■ **Task directions**: Please reproduce exactly the line that carries "Extract the structured" and all remaining lines through the last line of the data, and write nothing else.

Supplied records Start Marker

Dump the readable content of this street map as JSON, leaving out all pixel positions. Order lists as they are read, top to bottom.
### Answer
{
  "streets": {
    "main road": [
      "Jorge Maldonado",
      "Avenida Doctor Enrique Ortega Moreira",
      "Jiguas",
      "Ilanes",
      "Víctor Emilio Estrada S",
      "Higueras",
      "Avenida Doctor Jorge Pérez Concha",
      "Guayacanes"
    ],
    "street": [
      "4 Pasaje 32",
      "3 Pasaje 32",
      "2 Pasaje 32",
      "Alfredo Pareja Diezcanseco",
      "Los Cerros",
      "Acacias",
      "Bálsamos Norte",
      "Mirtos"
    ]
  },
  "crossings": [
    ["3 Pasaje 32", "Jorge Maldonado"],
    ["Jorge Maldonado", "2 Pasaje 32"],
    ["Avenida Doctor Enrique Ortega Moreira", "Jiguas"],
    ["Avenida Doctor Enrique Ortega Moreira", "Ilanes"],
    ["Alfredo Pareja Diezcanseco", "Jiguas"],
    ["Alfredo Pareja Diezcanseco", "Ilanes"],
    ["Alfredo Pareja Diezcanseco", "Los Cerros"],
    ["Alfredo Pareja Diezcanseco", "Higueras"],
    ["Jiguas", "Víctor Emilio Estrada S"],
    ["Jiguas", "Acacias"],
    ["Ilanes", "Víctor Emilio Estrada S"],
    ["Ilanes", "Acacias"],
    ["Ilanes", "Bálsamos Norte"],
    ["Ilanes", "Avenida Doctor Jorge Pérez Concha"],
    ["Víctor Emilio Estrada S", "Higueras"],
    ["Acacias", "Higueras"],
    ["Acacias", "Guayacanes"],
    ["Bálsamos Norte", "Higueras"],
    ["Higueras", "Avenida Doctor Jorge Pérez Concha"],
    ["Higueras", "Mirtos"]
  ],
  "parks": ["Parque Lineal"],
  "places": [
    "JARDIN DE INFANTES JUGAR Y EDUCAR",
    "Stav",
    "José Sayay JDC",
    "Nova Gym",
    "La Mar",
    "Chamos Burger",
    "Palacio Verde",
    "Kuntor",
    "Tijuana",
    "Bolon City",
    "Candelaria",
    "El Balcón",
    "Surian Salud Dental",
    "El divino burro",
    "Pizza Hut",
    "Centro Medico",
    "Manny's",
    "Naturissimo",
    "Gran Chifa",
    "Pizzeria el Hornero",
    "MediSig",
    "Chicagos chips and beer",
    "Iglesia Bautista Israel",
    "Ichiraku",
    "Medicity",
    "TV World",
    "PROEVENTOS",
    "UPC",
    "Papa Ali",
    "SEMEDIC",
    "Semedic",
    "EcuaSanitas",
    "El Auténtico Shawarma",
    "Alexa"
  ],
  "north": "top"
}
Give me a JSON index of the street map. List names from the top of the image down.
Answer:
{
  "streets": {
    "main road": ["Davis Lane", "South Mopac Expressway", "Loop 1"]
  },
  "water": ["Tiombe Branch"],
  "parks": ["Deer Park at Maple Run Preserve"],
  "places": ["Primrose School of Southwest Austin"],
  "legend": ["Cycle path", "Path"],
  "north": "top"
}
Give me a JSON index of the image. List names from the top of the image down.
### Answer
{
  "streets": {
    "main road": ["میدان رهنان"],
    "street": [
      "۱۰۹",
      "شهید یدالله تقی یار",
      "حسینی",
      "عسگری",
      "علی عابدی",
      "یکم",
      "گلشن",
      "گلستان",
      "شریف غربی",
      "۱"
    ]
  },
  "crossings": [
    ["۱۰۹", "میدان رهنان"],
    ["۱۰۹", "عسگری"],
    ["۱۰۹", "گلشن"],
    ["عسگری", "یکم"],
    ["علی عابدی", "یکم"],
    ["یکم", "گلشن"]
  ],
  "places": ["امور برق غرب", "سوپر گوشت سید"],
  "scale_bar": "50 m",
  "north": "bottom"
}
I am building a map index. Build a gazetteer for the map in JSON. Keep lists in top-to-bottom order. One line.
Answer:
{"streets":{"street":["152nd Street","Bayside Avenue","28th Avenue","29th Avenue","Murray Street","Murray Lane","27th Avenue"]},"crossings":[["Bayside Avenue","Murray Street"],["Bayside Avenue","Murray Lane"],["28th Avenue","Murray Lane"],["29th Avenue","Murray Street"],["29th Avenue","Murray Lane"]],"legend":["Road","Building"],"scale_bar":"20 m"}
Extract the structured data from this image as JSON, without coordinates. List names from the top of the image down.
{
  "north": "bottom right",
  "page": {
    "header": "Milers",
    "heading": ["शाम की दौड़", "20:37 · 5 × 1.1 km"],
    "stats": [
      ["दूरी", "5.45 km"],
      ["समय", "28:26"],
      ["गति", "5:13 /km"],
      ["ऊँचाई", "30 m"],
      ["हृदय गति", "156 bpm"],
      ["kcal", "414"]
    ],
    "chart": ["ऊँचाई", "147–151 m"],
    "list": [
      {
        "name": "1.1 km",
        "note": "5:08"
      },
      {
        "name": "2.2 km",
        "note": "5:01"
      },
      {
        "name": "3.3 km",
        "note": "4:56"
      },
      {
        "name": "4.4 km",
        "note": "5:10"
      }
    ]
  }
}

Supplied records End Marker

■ **Exercise answer**:
Extract the structured data from this image as JSON, without coordinates. List names from the top of the image down.
{
  "north": "bottom right",
  "page": {
    "header": "Milers",
    "heading": ["शाम की दौड़", "20:37 · 5 × 1.1 km"],
    "stats": [
      ["दूरी", "5.45 km"],
      ["समय", "28:26"],
      ["गति", "5:13 /km"],
      ["ऊँचाई", "30 m"],
      ["हृदय गति", "156 bpm"],
      ["kcal", "414"]
    ],
    "chart": ["ऊँचाई", "147–151 m"],
    "list": [
      {
        "name": "1.1 km",
        "note": "5:08"
      },
      {
        "name": "2.2 km",
        "note": "5:01"
      },
      {
        "name": "3.3 km",
        "note": "4:56"
      },
      {
        "name": "4.4 km",
        "note": "5:10"
      }
    ]
  }
}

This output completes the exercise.